▸ EXERCISE OBJECTIVE
Take from the material every line containing the string "scale" and copy it.

▸ RECORDED DATA
● ● ● ● ● ● ●
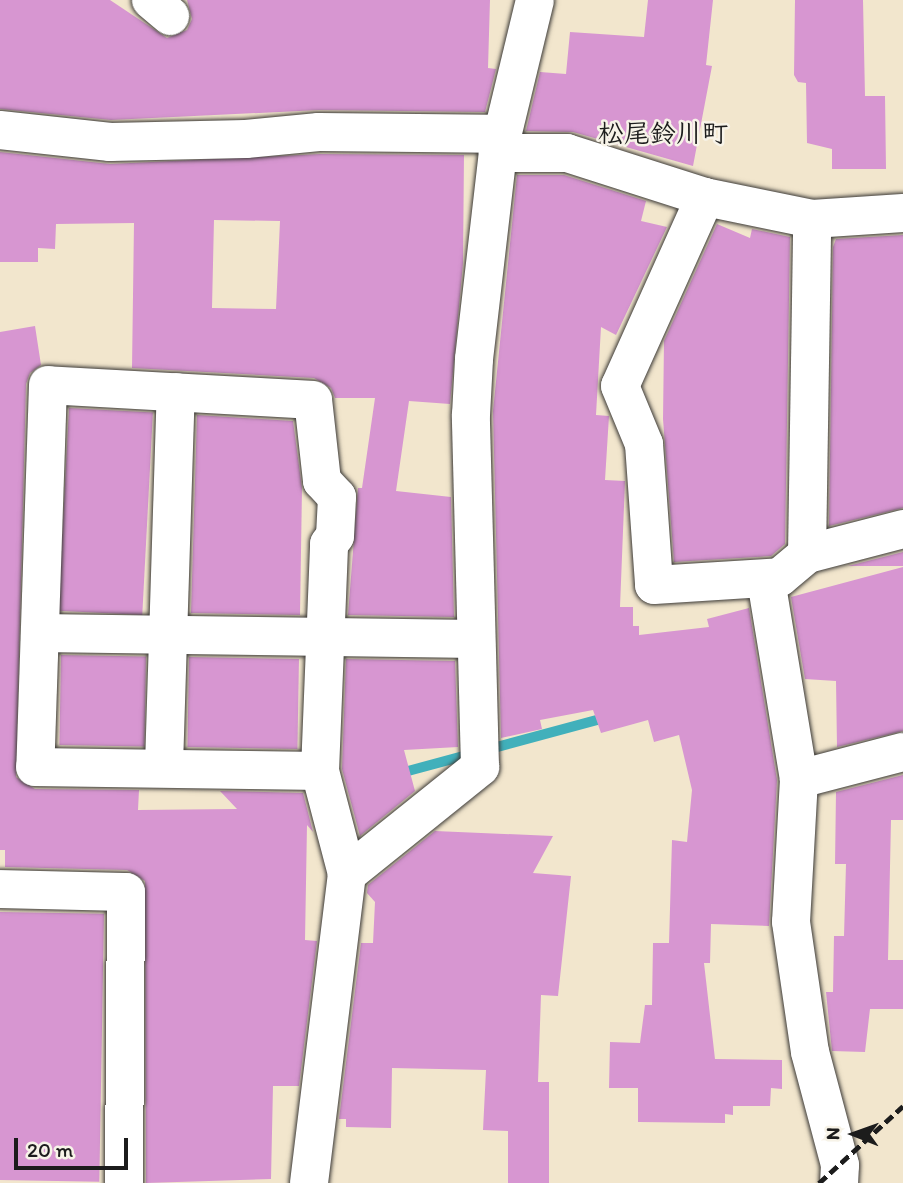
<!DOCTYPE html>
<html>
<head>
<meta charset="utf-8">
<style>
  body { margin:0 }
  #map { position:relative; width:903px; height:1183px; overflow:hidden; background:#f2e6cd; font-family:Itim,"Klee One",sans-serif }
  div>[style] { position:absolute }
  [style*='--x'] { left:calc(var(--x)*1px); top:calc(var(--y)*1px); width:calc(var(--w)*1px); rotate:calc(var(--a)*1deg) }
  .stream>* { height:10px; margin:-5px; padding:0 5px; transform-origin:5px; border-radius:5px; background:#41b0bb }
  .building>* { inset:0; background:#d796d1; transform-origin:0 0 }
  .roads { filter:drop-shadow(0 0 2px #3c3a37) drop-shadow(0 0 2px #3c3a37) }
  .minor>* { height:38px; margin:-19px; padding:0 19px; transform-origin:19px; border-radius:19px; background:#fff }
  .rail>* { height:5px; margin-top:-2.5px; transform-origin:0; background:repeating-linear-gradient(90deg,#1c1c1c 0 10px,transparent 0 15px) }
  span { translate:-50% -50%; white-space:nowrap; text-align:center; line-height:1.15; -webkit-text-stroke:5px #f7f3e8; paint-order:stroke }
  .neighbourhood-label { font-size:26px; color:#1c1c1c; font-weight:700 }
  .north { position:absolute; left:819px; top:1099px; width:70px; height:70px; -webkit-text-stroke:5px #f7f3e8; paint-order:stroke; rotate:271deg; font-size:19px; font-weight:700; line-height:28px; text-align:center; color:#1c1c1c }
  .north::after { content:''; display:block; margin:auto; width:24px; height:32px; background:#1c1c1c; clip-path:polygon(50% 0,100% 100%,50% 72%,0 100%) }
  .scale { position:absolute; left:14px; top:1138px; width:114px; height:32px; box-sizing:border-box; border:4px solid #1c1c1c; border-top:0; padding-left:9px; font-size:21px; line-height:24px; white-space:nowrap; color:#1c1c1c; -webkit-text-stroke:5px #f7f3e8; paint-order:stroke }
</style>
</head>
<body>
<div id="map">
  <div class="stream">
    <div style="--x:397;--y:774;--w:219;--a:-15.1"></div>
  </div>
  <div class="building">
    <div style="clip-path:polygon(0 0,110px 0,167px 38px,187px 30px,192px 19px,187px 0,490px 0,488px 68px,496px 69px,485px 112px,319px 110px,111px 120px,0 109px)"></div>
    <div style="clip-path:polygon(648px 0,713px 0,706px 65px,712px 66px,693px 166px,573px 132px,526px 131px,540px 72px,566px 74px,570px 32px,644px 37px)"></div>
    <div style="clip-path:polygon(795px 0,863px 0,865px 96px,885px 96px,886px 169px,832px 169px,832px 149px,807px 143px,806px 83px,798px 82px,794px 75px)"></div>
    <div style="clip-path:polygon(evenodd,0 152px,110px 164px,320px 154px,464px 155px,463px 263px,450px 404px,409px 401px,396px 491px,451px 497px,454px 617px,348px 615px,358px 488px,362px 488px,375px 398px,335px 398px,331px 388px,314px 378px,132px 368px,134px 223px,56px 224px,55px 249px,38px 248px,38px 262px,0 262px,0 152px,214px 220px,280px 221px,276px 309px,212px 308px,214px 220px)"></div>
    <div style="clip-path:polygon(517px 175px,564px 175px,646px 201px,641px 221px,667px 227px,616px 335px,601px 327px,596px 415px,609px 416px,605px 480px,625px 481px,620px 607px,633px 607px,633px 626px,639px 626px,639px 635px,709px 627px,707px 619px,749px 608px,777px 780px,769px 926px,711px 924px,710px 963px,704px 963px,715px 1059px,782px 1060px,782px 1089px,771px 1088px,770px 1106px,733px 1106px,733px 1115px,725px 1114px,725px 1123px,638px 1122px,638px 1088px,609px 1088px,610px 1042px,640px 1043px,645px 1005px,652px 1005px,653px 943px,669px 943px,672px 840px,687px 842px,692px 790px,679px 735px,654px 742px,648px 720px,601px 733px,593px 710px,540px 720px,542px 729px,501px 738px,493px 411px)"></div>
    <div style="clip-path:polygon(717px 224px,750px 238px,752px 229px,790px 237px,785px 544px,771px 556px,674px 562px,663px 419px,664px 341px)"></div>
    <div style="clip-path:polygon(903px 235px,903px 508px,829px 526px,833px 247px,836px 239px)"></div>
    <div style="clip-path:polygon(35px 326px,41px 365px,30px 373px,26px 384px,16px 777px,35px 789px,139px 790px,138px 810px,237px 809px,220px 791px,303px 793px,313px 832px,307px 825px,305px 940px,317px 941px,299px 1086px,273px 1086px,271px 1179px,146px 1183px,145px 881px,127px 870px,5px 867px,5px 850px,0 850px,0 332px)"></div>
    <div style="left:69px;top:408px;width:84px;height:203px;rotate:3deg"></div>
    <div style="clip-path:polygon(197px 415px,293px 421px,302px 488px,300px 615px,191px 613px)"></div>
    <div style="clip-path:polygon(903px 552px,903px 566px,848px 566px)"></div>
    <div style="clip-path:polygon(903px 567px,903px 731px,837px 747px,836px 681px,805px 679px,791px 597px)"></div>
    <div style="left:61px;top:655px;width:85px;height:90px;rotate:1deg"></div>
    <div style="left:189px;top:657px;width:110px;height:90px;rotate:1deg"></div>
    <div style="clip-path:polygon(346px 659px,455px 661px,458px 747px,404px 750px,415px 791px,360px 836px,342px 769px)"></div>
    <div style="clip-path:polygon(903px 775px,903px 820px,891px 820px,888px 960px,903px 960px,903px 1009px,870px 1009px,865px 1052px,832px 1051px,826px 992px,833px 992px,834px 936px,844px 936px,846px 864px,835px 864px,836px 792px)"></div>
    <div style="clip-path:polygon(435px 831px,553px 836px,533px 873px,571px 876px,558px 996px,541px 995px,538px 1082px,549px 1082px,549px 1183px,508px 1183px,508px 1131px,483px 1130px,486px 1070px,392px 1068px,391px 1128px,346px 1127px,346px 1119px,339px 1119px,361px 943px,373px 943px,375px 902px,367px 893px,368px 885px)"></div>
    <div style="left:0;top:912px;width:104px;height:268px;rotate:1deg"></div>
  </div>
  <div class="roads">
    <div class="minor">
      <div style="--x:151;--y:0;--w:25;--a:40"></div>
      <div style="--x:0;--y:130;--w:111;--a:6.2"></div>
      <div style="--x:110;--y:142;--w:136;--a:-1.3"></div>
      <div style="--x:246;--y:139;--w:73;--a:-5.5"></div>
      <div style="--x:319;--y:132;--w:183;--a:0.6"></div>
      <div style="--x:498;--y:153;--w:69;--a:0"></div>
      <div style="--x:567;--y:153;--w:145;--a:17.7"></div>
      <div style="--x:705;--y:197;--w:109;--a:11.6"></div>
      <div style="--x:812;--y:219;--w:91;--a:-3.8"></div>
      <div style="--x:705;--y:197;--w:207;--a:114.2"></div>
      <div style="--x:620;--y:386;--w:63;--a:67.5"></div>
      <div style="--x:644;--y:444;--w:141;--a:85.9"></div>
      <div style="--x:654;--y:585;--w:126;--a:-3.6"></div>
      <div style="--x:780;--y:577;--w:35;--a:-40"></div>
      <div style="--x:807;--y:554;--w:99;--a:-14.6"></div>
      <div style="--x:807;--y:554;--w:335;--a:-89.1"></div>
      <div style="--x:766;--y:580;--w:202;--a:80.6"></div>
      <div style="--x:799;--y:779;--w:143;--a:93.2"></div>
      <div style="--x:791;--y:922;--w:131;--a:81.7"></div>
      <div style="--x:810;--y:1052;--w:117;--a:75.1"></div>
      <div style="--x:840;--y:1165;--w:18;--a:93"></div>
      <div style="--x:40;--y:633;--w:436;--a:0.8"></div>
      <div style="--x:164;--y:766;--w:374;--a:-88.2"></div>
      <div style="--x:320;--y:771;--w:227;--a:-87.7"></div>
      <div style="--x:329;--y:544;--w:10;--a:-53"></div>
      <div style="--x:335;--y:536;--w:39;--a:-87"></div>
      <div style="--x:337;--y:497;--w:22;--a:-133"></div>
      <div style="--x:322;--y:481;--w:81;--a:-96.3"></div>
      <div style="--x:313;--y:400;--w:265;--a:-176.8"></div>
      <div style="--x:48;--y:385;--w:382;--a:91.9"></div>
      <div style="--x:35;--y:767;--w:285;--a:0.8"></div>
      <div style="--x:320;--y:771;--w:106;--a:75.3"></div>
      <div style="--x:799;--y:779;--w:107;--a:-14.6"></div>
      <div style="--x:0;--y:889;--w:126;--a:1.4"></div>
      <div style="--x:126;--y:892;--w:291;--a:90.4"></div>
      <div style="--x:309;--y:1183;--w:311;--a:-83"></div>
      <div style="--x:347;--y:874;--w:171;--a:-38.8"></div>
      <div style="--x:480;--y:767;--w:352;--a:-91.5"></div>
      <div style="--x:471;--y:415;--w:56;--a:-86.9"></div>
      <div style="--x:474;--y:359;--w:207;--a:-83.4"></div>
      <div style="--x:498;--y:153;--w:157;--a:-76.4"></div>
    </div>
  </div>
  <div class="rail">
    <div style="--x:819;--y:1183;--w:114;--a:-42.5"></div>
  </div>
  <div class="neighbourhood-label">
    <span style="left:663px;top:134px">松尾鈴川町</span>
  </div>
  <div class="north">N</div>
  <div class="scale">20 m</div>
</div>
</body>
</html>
● ● ● ● ● ● ●
▸ OUTPUT OF THE TASK
  .scale { position:absolute; left:14px; top:1138px; width:114px; height:32px; box-sizing:border-box; border:4px solid #1c1c1c; border-top:0; padding-left:9px; font-size:21px; line-height:24px; white-space:nowrap; color:#1c1c1c; -webkit-text-stroke:5px #f7f3e8; paint-order:stroke }
  <div class="scale">20 m</div>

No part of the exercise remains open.